● AVAILABLE DATA:
* * * * * * * * *
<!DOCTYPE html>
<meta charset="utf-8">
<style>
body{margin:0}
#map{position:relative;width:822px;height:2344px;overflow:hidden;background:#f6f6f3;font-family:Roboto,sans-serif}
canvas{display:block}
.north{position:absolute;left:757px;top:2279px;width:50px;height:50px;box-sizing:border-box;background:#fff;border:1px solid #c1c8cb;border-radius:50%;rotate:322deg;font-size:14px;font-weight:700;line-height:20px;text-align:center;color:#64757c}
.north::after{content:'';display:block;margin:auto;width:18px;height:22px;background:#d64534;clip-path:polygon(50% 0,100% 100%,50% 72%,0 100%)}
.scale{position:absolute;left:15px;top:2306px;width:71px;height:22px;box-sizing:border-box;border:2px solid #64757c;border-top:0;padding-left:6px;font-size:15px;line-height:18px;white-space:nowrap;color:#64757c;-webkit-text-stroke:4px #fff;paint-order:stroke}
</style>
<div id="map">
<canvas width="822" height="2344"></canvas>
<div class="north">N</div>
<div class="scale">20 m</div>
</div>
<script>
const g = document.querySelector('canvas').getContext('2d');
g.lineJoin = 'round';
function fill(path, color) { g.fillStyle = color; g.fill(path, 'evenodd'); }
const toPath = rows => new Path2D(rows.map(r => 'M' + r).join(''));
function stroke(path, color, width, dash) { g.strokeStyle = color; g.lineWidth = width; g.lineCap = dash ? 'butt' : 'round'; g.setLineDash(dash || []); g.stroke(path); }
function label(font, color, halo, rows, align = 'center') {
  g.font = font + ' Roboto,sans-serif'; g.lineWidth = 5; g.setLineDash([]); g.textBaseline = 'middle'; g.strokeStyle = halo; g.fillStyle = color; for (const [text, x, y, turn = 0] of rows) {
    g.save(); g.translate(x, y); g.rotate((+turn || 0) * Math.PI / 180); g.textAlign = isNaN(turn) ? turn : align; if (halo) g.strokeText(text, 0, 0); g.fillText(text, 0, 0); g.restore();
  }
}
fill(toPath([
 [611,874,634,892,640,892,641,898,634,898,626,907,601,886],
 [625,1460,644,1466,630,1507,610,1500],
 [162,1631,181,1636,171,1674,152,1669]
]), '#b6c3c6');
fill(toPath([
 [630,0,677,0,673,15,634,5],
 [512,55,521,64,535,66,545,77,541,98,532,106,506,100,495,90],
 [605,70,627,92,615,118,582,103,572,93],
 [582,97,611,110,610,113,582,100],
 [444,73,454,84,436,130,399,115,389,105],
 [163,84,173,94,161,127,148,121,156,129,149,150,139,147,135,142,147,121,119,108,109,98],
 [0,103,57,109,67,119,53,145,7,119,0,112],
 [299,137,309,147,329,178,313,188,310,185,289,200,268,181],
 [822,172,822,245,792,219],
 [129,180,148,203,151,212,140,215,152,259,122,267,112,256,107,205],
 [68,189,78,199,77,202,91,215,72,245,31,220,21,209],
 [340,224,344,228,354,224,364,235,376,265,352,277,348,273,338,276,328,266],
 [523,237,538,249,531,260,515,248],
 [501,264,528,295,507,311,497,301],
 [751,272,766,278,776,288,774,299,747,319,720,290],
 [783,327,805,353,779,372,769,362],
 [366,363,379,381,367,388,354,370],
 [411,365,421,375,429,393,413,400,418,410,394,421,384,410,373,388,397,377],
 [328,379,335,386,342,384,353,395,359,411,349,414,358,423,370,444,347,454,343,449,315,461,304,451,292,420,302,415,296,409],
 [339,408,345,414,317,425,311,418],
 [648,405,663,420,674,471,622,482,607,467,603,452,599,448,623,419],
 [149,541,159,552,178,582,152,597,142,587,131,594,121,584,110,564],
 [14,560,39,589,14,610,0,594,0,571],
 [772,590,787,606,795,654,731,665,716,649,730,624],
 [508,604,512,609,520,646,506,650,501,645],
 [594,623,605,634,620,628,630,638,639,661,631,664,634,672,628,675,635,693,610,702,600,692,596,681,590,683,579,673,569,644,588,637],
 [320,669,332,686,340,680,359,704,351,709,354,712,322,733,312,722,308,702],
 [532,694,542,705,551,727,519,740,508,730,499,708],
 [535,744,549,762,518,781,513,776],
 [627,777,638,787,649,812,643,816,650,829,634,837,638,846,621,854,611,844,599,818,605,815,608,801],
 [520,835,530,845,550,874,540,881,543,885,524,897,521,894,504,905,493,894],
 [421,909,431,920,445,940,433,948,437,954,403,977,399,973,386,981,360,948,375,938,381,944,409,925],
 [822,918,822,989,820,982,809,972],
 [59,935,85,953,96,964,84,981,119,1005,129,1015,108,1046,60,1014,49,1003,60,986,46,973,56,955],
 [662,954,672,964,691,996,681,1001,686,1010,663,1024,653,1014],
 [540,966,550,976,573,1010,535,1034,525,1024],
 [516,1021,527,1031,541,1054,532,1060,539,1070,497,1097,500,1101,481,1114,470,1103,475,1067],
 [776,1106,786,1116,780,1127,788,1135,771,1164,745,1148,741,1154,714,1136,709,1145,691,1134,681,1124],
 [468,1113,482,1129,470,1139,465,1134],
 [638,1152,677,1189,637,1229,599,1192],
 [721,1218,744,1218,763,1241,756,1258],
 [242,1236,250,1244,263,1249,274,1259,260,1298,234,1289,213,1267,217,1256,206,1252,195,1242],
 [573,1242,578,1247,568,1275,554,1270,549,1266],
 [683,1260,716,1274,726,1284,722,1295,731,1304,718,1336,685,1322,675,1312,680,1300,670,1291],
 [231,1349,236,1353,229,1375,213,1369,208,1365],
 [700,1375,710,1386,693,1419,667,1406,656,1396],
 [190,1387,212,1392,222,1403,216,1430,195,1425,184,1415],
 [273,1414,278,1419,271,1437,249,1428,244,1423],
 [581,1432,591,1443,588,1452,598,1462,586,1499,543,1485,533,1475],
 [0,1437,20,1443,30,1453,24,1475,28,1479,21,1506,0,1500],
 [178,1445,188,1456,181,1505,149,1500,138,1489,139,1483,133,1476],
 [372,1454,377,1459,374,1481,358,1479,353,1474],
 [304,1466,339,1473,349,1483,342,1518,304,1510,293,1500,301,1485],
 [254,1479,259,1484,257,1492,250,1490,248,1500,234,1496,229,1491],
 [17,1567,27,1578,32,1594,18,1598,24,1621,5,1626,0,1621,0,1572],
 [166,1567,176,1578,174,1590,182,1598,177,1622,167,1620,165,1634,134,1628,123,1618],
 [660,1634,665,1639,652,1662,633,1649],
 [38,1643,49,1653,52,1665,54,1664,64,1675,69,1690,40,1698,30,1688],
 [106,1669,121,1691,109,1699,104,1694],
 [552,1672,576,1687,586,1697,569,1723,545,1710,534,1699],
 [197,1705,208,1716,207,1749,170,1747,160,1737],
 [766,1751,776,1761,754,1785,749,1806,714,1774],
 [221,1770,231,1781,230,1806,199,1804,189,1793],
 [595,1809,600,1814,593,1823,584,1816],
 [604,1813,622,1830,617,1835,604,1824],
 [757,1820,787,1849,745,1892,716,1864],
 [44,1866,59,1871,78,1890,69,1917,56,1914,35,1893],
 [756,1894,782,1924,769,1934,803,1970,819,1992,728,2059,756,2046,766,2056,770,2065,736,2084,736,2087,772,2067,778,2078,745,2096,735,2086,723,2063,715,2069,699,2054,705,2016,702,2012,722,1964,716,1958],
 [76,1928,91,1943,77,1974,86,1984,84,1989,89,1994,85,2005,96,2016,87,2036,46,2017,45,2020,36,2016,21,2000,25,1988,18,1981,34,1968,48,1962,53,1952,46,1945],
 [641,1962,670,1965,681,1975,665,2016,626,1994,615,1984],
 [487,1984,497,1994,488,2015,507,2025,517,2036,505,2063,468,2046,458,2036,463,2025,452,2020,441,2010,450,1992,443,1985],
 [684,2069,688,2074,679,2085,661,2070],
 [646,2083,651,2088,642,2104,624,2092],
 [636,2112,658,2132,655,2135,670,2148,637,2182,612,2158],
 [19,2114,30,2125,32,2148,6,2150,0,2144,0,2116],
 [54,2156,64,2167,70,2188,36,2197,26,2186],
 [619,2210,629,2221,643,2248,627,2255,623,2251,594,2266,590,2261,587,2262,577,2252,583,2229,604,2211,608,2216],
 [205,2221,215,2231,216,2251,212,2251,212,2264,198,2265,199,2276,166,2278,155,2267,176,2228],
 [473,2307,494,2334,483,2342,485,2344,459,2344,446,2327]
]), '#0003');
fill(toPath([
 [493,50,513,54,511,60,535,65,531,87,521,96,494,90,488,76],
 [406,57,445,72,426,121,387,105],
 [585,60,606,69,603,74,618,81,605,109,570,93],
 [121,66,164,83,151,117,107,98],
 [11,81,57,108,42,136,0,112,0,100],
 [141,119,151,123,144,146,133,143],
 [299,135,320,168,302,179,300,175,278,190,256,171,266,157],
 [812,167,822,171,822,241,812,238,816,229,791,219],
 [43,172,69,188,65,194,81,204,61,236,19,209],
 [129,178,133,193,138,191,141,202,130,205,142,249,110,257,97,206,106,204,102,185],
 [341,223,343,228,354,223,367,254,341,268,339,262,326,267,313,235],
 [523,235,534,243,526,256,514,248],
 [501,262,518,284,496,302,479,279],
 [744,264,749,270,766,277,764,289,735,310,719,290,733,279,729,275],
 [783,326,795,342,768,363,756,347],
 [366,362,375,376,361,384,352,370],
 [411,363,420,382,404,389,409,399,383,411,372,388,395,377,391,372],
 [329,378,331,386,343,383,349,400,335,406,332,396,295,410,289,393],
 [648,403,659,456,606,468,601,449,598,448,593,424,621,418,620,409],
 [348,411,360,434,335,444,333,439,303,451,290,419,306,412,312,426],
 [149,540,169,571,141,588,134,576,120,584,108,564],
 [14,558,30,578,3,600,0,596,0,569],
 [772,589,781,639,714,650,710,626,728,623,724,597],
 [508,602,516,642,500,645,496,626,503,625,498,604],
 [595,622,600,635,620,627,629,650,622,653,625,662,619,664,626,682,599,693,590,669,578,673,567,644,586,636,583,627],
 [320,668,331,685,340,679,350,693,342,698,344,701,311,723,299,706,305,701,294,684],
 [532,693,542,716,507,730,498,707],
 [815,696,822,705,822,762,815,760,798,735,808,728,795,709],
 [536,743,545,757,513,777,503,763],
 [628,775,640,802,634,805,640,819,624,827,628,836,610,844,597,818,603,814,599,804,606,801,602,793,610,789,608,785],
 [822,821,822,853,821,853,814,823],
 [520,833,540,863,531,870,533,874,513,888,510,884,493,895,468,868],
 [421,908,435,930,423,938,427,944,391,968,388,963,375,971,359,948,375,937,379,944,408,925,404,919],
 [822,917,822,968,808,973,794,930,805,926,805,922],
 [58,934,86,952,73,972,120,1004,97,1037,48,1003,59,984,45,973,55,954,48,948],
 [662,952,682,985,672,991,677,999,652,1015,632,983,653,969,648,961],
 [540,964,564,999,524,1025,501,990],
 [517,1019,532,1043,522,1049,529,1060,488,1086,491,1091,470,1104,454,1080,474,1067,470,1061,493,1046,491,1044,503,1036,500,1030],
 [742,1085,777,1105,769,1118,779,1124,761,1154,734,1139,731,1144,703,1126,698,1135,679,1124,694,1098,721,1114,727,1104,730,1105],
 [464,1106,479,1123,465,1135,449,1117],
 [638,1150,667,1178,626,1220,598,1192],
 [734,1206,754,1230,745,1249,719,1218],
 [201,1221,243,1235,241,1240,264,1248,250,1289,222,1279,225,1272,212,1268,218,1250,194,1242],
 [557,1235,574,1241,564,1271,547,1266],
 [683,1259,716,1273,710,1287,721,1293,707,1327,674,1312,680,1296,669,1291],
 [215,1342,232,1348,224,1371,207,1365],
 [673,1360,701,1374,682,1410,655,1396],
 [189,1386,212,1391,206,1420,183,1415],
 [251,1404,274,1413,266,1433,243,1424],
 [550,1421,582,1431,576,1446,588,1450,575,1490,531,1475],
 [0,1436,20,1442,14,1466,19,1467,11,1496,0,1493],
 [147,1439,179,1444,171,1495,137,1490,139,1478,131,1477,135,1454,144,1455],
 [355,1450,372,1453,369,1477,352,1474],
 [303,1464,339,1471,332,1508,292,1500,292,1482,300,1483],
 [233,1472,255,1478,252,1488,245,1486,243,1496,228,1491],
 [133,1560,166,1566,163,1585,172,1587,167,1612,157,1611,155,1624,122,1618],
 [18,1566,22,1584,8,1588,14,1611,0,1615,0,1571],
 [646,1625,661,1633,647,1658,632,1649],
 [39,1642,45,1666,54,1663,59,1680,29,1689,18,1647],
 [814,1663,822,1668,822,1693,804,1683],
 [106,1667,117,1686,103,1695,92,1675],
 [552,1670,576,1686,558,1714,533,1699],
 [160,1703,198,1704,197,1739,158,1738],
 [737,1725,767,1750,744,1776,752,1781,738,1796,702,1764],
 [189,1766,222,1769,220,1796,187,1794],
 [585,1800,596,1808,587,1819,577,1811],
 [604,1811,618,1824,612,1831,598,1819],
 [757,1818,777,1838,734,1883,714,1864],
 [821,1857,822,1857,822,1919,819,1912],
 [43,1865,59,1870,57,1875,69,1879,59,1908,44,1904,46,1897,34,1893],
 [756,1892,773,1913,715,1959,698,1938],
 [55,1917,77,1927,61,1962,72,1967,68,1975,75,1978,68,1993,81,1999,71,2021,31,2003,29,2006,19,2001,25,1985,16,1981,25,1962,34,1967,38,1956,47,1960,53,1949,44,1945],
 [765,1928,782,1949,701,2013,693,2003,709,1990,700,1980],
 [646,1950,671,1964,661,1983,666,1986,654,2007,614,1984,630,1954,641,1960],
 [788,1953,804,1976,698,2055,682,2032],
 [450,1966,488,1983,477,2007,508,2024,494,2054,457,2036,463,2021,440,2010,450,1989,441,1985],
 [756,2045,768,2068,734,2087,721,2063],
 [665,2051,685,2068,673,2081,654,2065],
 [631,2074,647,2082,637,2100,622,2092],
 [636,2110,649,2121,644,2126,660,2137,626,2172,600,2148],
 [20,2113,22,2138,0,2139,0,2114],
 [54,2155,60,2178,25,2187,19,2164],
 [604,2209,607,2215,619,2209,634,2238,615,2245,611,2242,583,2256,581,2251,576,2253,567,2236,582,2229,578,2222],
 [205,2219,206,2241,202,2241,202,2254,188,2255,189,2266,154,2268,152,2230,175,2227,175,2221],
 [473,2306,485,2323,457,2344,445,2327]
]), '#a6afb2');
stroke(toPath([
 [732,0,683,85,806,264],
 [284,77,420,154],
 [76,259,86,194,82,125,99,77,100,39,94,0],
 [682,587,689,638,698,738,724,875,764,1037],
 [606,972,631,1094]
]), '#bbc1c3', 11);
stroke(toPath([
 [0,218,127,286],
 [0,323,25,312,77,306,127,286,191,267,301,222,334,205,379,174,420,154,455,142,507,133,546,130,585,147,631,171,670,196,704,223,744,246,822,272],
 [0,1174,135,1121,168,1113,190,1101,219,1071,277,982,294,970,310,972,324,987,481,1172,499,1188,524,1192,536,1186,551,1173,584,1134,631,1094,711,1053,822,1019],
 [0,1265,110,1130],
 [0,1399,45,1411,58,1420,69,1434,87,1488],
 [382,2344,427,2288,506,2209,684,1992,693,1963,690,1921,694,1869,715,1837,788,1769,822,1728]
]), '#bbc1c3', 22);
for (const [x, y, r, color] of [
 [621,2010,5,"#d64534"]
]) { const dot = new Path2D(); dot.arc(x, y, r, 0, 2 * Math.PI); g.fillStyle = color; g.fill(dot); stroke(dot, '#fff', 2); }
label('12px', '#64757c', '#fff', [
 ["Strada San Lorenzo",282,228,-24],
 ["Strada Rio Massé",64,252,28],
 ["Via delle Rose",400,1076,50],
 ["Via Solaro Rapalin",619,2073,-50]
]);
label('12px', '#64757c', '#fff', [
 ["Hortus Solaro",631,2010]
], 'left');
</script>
* * * * * * * * *
● TASK GOAL: Tally how many lines of the listing above include the string "lineWidth", and report that figure by itself.

● ANSWER FOR THIS EXERCISE: 2